> Dataset records
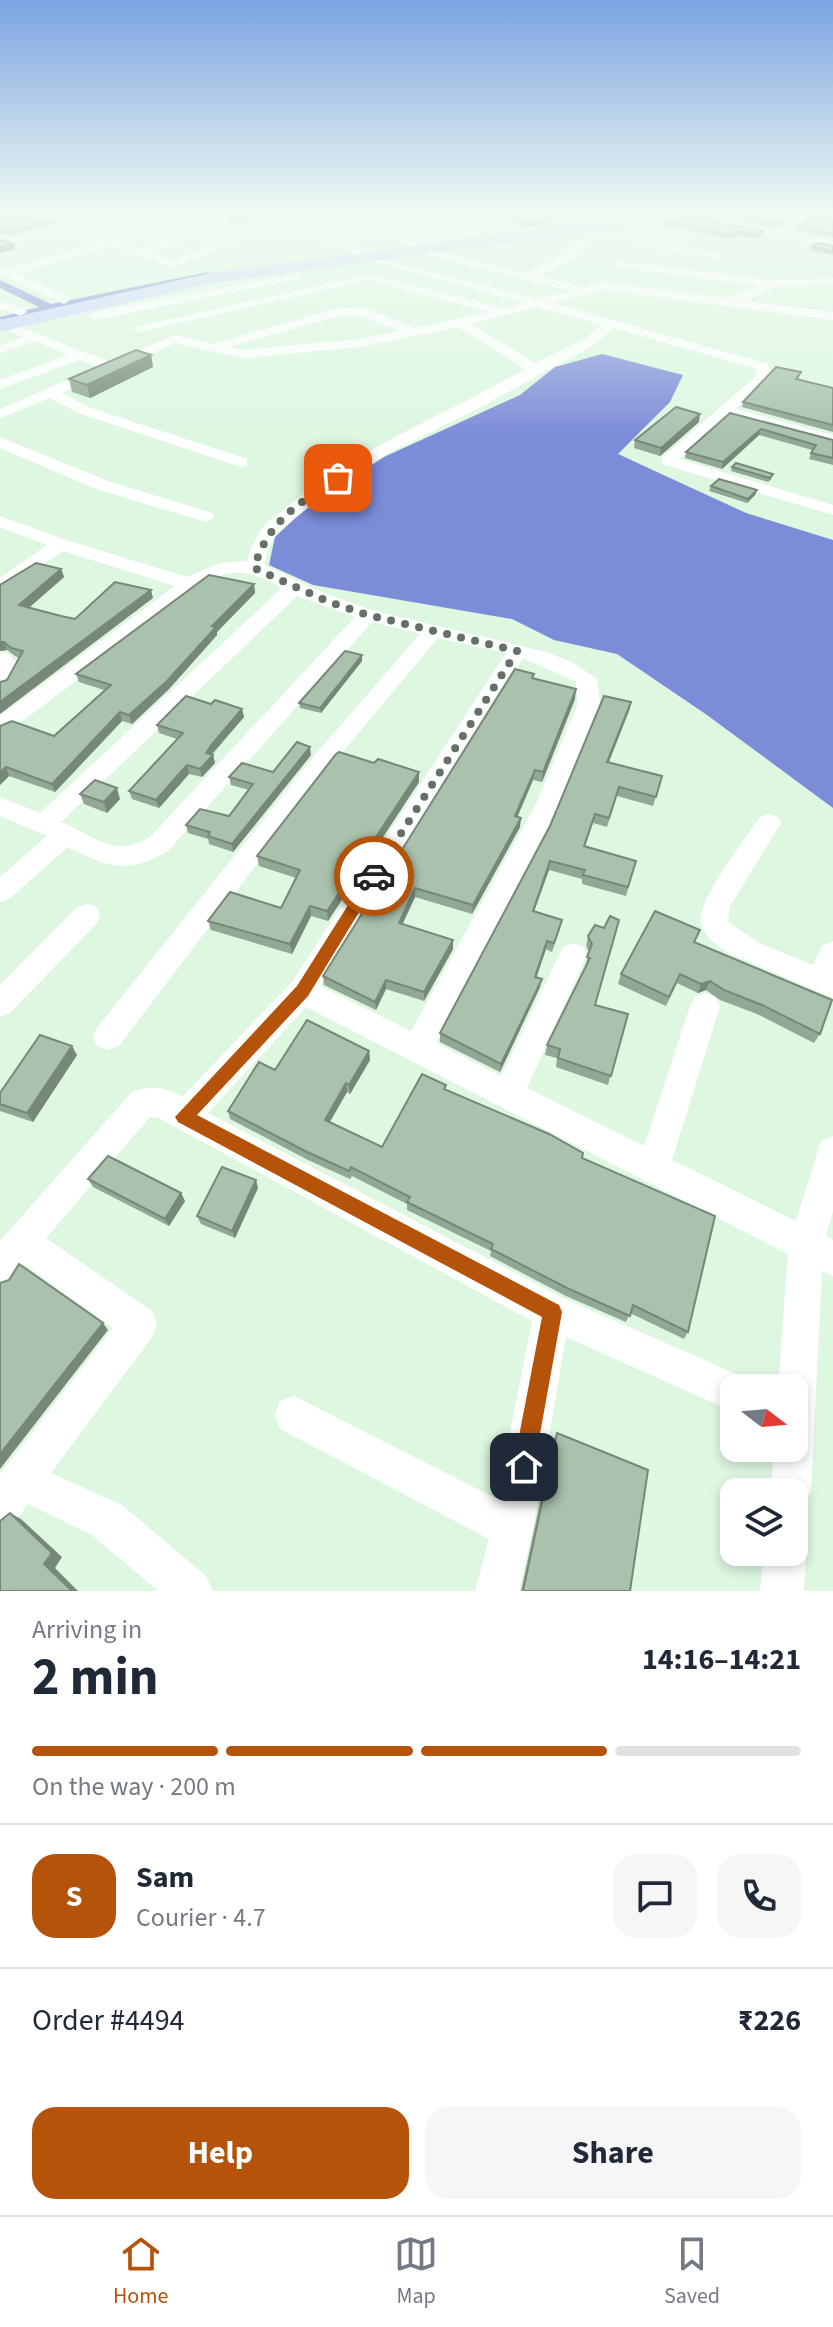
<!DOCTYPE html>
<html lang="en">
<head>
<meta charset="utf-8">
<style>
  :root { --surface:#fff; --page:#f6f6f7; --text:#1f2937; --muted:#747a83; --line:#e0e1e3; --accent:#b45309 }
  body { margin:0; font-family:"Source Sans 3",sans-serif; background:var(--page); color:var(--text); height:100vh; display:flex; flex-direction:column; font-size:30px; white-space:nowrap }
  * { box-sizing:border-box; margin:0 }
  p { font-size:26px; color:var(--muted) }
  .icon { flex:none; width:44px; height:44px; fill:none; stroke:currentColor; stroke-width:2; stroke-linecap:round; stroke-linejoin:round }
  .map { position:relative; height:1591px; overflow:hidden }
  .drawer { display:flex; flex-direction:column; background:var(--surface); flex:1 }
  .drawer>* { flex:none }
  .needle { width:52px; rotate:106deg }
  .controls { position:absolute; left:720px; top:1374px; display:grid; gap:16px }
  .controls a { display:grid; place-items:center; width:88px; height:88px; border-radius:16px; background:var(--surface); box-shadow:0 4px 12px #0003; font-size:40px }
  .pin { position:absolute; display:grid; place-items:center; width:68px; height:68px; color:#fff; margin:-34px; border-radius:16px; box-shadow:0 4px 12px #0006 }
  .courier { position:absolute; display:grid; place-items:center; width:80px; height:80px; margin:-40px; border:6px solid #b45309; border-radius:50%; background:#fff; color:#222; box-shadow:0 2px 10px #0007 }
  .head em { font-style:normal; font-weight:700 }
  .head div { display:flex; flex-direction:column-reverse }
  .head { display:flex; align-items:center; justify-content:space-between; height:136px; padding:0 32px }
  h1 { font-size:52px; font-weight:700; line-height:60px }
  .bar { display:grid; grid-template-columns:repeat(4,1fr); gap:12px 8px; align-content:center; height:96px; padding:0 32px }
  .bar i { height:10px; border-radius:6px; background:var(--line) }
  .bar .selected { background:var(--accent) }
  .bar p { grid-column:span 4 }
  .line { display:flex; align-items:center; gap:20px; padding:0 32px; border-top:2px solid var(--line) }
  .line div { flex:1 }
  .round { display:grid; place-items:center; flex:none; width:84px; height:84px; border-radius:24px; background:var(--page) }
  .cta { display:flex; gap:16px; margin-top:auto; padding:16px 32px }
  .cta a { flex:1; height:92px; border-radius:24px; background:var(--accent); color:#fff; font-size:32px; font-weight:700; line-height:92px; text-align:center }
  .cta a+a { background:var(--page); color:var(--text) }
  .tab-bar { display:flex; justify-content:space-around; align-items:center; height:112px; border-top:2px solid var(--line); background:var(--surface); font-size:22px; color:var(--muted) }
  .tab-bar a { display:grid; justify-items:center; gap:4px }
  .tab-bar .selected { color:var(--accent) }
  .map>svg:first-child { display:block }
  .water { fill:#7b8cd8 }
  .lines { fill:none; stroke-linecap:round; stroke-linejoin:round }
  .canal { fill:#7b8cd8; fill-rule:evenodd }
  .minor { fill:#fff; fill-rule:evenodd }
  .primary { fill:#cad4fc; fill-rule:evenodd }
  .wall { fill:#92a795 }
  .shaded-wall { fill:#778879 }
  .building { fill:#aac2ad; stroke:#778879; stroke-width:2 }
  .route { fill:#b45309 }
  .done { stroke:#637265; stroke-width:8; stroke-dasharray:0 14.4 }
</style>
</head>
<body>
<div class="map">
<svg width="833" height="1591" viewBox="0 0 833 1591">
  <rect width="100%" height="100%" fill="#def7e1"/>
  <path class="water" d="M602,354l81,21 -13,27 -52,52 128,59 87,27v268l-126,-93 -90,-61 -63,-14 -42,-21 -199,-34 -44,-20 6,-28 30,-28 79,-52 136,-62 35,-28z"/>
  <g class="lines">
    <path class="canal" d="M208,272l6,3 -2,2 -123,24 -89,24v-8l39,-10 -39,-19v-8l51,24z"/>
    <g class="minor">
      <path d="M171,215h13l-63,27 21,8c29,-14 60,-35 93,-35l-83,39 21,7 105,-45 19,-1 -5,3 73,33v4l173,44 33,-8 -157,-39v-4l-66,-33h13l58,28v4l107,26 37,-18 28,-25 -43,-15h15l40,14 -32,30 -33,17 47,11 18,-5 124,16 33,-12 -143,-19 -6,-3 6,-3 156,19 60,-2v6l-58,3 -28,14 86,11v8l-230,-30 -51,13 216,61 4,9 -36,36 97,26v10l-105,-29 -49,43 154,46v10l-171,-51v-6l93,-81 2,-8 -143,-41 -20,17 -113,62 -96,48 -61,40 -45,36 -9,13 -6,21 55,26 52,19 175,42 26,10 25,17 3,24 -41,103 -123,237 65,33 62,-129 10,-4 10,4 4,8 -60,133 117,58 46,-140 5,-9 10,-4 10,4 5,9 -48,154 124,61 25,-80 12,-5v75l-7,25 7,4v36l-11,-5 -11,221 -6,14 -11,5v-19h-23l3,-44h20v-60h-16l10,-134 -482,-247 -98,106 357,186 183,80 3,9h-17v24l-168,-75 -33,192 -14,62h-44l14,-52 -209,-110 -5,-14 5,-14 14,-5 203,103 35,-178 -375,-204h-7l-104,121 106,73 5,13 -5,13 -101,136 71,32 84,71 7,15h-55l-66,-56 -64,-31 -13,18 -15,6v-54l113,-146 -88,-63 -12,21 -13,5v-50l131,-148c19,-8 34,-7 51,4l110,-115 214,-329 -68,-15 -108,129 -211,279 -11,4 -11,-4 -4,-9 4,-9 217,-272 106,-122 -48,-12 -203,228c-39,25 -62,18 -101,-3l-59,52 -9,3v-25l47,-41 -47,-20v-19l40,16 242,-225c-25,-14 -44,-22 -72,-8l-202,152 -8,2v-18l175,-130 -112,-35 -63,42v-15l47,-33 -47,-18v-11l66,24 121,37 33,-14 27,-2c4,-14 10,-27 20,-38 8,-8 20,-15 29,-23 69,-55 153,-87 229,-131l-67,-42 -98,20 -118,11 -66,-15 -114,50 29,15 156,51v6l-6,2 -160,-53 -31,-16 -50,20v-9l98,-42 -18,-7 -80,29v-9l68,-25 -33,-14 -35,12v-8l23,-8 -23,-10v-8l110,43 65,-27 38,9 128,-37 26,2 48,19 74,-16 -120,-32 -231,52 -6,-4 237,-54 135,34 20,-5 -159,-44v-4c-10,1 -66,-27 -81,-33l-111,46 -62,-22 -94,28 51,23 2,3 -6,4 -64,-30v-6l7,1 93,-27 -35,-13 -54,15 -11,-3v-6l11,3 54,-15 46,16zM538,307l64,18 -18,14 -49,24 -64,-39zM342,315l19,1 39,15 -40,8 -118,11 -13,-3zM297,596l58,21 -204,219c-37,24 -55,0 -90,-14zM523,658l53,24 2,21 -43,103 -124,225 -91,-45z"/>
      <path d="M422,215h13l47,21 -9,2z"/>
      <path d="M673,215h20l84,15 24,-15h12l-25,17 45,9v6z"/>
      <path d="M639,240l78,13 5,3 -5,3 -82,-14v-4z"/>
      <path d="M296,274l4,1v4l-206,41 -6,-4 6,-4z"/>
      <path d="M0,300l25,9 2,3 -6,4 -21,-8z"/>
      <path d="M0,437l108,44 104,32 3,4 -9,5 -110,-33 -96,-41z"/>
      <path d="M0,652l7,1 14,14 -13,20 -8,2z"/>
      <path d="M769,814l9,3 3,6 -51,83 -2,16 33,22 52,21 10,-20 10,-4v57l-107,-46c-10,-8 -21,-15 -25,-28 -6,-22 46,-87 59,-107z"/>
      <path d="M87,904l10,3 3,8 -3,8 -87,90 -10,4v-32l77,-78z"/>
      <path d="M794,1535l6,2 6,15 -2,39h-44l4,-39h30z"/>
    </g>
    <path class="primary" d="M649,215h42l-8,5 -472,63 -211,49v-12l211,-47z"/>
  </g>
  <g class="wall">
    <path d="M0,215h59h-2l3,2 1,4 -50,14 -11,-2z"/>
    <path d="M262,215l-23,9 -10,-3 -1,-4z"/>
    <path d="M504,215h46l2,5 -8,5 -21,2z"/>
    <path d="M709,215h87l-20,12z"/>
    <path d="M833,215v23l-37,-8 1,-3z"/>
    <path d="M665,221l99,10 -1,5 -4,3 -22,-3 -6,3 -67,-13z"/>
    <path d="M833,246v9l-22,-4 1,-4z"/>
    <path d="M151,355l2,12 -63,31 -18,-6 -3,-13z"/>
    <path d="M801,372l-3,8 35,8v44l-91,-25 1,-5z"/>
    <path d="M730,413l103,27v25l-24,-6 3,-9 -53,-15 -37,34 -37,-11 1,-6z"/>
    <path d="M699,422l-39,34 -26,-8 1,-8z"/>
    <path d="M732,467l40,12 -4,3 -37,-11z"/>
    <path d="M711,486l46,4 -2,5 -8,8 -38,-12z"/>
    <path d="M61,569l3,8 -36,31 47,11 78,-21 -146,82 12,-22 -4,-2 -8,-6 -7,1v-66z"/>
    <path d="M254,584l1,9 -38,39v3l-48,54 -37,35 -10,-3 -67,71 -46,-16 -9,9v-59l54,10 50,-46 -25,-8 -3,-8z"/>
    <path d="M362,655v6l-41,52 -21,-5 -1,-5z"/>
    <path d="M534,678l41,21 -33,83 -9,-2 -16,37 3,10 -48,87 -57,-17 -13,27 51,25 -29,52 -38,-12 -10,21 -52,-25 -1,-9z"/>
    <path d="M631,702l-2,9 -20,51 53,14 -9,30 -36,-10 -10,31 -14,-4 -8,24 51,14 -10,35 -44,-12v-5l-33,-9 -15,41 28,9 -2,9 -8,23 -6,-3 -10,28 4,10 -40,85 -60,-30v-9z"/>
    <path d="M211,704l31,5 2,8 -32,38h1l2,8 -13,14 -13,-3 -30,34 -27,-9 -3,-8 48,-52 -18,-6 -2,-8z"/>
    <path d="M311,755l-78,97 -24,-8 -1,-5 -20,-6 -2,-8 43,-9 20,-26 -18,-5 -2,-8 44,-5z"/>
    <path d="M374,763l45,9v10l-91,139 -17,-5 -19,38 -81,-24 -3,-9 73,-13 15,-30 -37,-12 -2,-10z"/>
    <path d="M80,794l40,5 -13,14 -23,-9z"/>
    <path d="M595,925v80l33,9 -20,71 -52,-18 1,-9 -12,-3 2,-10 38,-78 4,-15 -3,-6 2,-10z"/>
    <path d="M695,942l125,92 -6,9 -57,-29 -37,-14 -14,-10 -8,3 -21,-10 -11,23 -48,-22 3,-10z"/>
    <path d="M369,1051l1,9 -20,34 -3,-2 -17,30 52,25 63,-57 137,68 106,174 -4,7 -54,-26 -4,9 -60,-26 -76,-40 1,-5 -84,-41v-6l-55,-28 -2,3 -42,-19 -78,-41 -2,-8 47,-41z"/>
    <path d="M77,1055l-44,67 -33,-11v-18z"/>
    <path d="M88,1179l93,14 4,8 -16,25 -76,-39z"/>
    <path d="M258,1188l-23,50 -34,-14 -4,-8z"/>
    <path d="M557,1433l73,158h-109l32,-150z"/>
  </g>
  <g class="shaded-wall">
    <path d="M250,215h12l-23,9 -1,-5z"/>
    <path d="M791,215h5l-20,12 1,-4z"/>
    <path d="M553,216l-1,4 -8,5 -21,2v-3z"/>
    <path d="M60,217l1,4 -50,14 -1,-4z"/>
    <path d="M738,231l-1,5 -6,3 1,-4z"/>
    <path d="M14,244l1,5 -15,4v-5z"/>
    <path d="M151,355l2,12 -63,31 -3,-13z"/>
    <path d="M700,414l-1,8 -39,34 1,-8z"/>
    <path d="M761,429l-2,6 -37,34 1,-7z"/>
    <path d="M757,490l-2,5 -8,8 1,-4z"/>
    <path d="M61,569l3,8 -42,37 -3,-9z"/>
    <path d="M254,584l1,9 -38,39v3l-48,54 -37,35 -3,-9 83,-89z"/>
    <path d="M151,590l2,8 -153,116v-12z"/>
    <path d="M0,642h4l3,8 -7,1z"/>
    <path d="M362,655v6l-41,52 -1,-5z"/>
    <path d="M576,689l-1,10 -33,83 1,-10z"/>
    <path d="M631,702l-2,9 -24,60 2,-9z"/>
    <path d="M242,709l2,8 -31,35 -5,9 5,-6 2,8 -13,14 -2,-8 6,-16 6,-9z"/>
    <path d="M120,712l2,9 -67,71 -3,-8z"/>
    <path d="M310,747l1,8 -78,97 -1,-8z"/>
    <path d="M187,765l2,9 -30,34 -3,-8z"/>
    <path d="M6,767l3,9 -9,9v-12z"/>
    <path d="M535,770l-2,10 -19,45 1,-9z"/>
    <path d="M419,772v10l-91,139 -1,-10z"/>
    <path d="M117,788l3,11 -13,14 -3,-11z"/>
    <path d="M521,818l-1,9 -48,87 1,-9z"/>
    <path d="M550,861l-1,9 -18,50 2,-9z"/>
    <path d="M415,888v9l-16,35v-9z"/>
    <path d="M310,906l1,10 -19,38 -2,-10z"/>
    <path d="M453,940v9l-29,52v-9z"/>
    <path d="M547,941l-1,8 -12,36 1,-8z"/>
    <path d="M542,979l-2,8 -40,85 1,-8z"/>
    <path d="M386,980v9l-10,21 -1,-8z"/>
    <path d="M710,981l-4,9 -8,3 3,-9z"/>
    <path d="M72,1046l5,9 -44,67 -6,-9z"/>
    <path d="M369,1051l1,9 -20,34 -1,-9z"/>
    <path d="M346,1083l1,9 -21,36 -1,-8z"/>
    <path d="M256,1180l2,8 -23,50 -3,-7z"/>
    <path d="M181,1193l4,8 -16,25 -4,-7z"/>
    <path d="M103,1323l5,7 -108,139v-15z"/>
    <path d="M10,1513l11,6 41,38 -7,11 23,23h-6l-28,-27z"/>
  </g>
  <g class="building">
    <path d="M0,215h56l4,2 -50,14 -10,-2z"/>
    <path d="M232,215h18l-12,4 -10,-2z"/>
    <path d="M510,215h40l3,1 -9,5 -21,3z"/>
    <path d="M731,215h60l-14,8z"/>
    <path d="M814,215h19v19l-36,-7z"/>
    <path d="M688,216l76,15 -4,3 -22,-3 -6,4 -67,-14z"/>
    <path d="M0,240l14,4 -14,4z"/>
    <path d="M818,243l15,3v5l-21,-4z"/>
    <path d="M136,350l15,5 -64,30 -18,-6z"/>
    <path d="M776,367l25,5 -5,7 37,9v37l-90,-23z"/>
    <path d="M676,407l24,7 -39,34 -26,-8z"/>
    <path d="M730,413l103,27v18l-22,-5 5,-8 -55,-16 -38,33 -37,-10z"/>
    <path d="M736,463l37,11 -3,4 -38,-11z"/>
    <path d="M719,479l38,11 -9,9 -37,-13z"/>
    <path d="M36,563l25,6 -42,36 42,11 14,3 40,-37 36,8 -151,112v-20l7,-2 16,-29 -12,-3 -7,-6h-4v-57z"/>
    <path d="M209,575l45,9 -42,42 4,1 -49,54 -38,34 -9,-3 -68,72 -46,-17 -6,6v-47l12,-5 42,15 57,-51 -35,-11z"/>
    <path d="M345,651l17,4 -42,53 -21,-5z"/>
    <path d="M515,669l19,5 -2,4 44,11 -33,83 -8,-2 -20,46 6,2 -48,87 -58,-17 -16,35 54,17 -29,52 -38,-12 -11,22 -52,-26z"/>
    <path d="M186,696l25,8 4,-4 27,9 -30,35 -6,9 7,2 -13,14 -13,-4 -31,35 -27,-9 54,-58 -26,-8z"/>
    <path d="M604,696l27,6 -24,60 55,14 -6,21 -37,-10 -10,31 -14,-4 -11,32 52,15 -8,26 -45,-12 2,-5 -35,-9 -17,50 29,9 -8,23 -7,-2 -12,36 7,2 -41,85 -61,-31 110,-207z"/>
    <path d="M297,742l13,5 -78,97 -24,-8 2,-4 -24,-7 14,-16 29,7 24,-32 -24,-7 13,-14 31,9z"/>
    <path d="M339,752l35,11 4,-4 41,13 -92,139 -17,-5 -20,38 -82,-23 22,-29 51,16 19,-38 -43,-14 79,-102z"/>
    <path d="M95,780l22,8 -13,14 -24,-8z"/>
    <path d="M655,911l45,19 -6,12 138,58 -12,34 -58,-29 -38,-15 -14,-9 -9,3 -21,-10 -11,23 -48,-23z"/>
    <path d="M610,916l9,4 -24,85 33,9 -17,62 -53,-18 2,-9 -13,-4 43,-87 -3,-1 5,-13 -4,-8 7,-11 9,3z"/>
    <path d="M307,1020l62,31 -20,34 -3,-2 -21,37 57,27 40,-73 24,11 -2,4 105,45 34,19 -1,5 133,58 -27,116 -55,-27 -3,11 -61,-27 -78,-40 2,-5 -86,-42 3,-5 -59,-30 -2,4 -42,-19 -79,-41 31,-49 16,8z"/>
    <path d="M40,1035l32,11 -45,67 -27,-9v-11z"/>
    <path d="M108,1156l73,37 -16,26 -77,-40z"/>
    <path d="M222,1167l34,13 -24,51 -35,-15z"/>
    <path d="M19,1264l84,59 -103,131v-171l9,-3z"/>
    <path d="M557,1433l91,37 -18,121h-107z"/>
    <path d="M10,1513l42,40 -8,11 28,27h-72v-70z"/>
  </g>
  <linearGradient id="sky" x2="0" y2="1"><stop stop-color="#7ca4e2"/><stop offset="0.49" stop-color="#f0fbf2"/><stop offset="1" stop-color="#f0fbf2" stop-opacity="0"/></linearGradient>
  <rect width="833" height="438" fill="url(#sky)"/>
  <path class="route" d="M374,870l7,6 -73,120 -111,119 362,190 3,7 -28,155 -3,8 -7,3 -8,-3 -3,-8 29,-150 -364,-195 -3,-5 122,-131 72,-114z"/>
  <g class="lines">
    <path class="done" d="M338,478c-39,25 -70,43 -84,90l75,34 39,13 149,36 -143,225"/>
  </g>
</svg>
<div class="controls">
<a><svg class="needle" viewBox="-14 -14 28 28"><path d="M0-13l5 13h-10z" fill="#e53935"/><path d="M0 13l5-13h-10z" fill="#747a83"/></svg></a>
<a><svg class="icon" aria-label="layers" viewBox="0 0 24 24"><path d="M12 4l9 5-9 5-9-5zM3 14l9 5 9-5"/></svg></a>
</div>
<div class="pin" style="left:338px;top:478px;background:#ea580c"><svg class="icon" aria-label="bag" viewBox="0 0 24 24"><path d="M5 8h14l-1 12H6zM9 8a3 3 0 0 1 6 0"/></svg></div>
<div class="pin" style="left:524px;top:1467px;background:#1f2937"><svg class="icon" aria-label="home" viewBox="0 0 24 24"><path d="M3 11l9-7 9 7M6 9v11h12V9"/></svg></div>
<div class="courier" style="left:374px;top:876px"><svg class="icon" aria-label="car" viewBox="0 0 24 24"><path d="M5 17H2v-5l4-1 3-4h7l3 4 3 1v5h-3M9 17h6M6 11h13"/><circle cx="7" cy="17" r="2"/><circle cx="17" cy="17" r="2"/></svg></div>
</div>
<section class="drawer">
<div class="head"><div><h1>2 min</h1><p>Arriving in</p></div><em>14:16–14:21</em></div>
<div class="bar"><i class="selected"></i><i class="selected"></i><i class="selected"></i><i></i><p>On the way · 200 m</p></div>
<div class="line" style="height:144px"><b class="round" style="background:var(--accent);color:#fff">S</b><div><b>Sam</b><p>Courier · 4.7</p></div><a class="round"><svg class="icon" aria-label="chat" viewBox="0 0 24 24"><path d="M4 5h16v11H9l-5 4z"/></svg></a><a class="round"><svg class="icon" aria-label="phone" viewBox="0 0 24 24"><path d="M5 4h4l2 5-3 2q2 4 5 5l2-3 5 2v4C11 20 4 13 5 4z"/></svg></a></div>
<div class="line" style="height:104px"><div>Order #4494</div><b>₹226</b></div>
<div class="cta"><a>Help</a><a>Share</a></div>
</section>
<nav class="tab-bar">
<a class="selected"><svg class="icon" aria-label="home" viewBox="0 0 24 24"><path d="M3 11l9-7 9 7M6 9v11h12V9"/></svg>Home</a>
<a><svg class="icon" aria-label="map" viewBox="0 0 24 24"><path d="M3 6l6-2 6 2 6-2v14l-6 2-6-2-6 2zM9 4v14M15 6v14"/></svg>Map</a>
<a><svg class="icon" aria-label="saved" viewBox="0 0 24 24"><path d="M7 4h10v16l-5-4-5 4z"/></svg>Saved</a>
</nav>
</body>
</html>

> What is required
Reproduce, word for word and in full, only the lines above that start at the line with "flex:1; height:92px; border-radius:24px;" and run through the line with "fill:none; stroke-linecap:round; stroke-linejoin:round", both ends included.

> Answer
  .cta a { flex:1; height:92px; border-radius:24px; background:var(--accent); color:#fff; font-size:32px; font-weight:700; line-height:92px; text-align:center }
  .cta a+a { background:var(--page); color:var(--text) }
  .tab-bar { display:flex; justify-content:space-around; align-items:center; height:112px; border-top:2px solid var(--line); background:var(--surface); font-size:22px; color:var(--muted) }
  .tab-bar a { display:grid; justify-items:center; gap:4px }
  .tab-bar .selected { color:var(--accent) }
  .map>svg:first-child { display:block }
  .water { fill:#7b8cd8 }
  .lines { fill:none; stroke-linecap:round; stroke-linejoin:round }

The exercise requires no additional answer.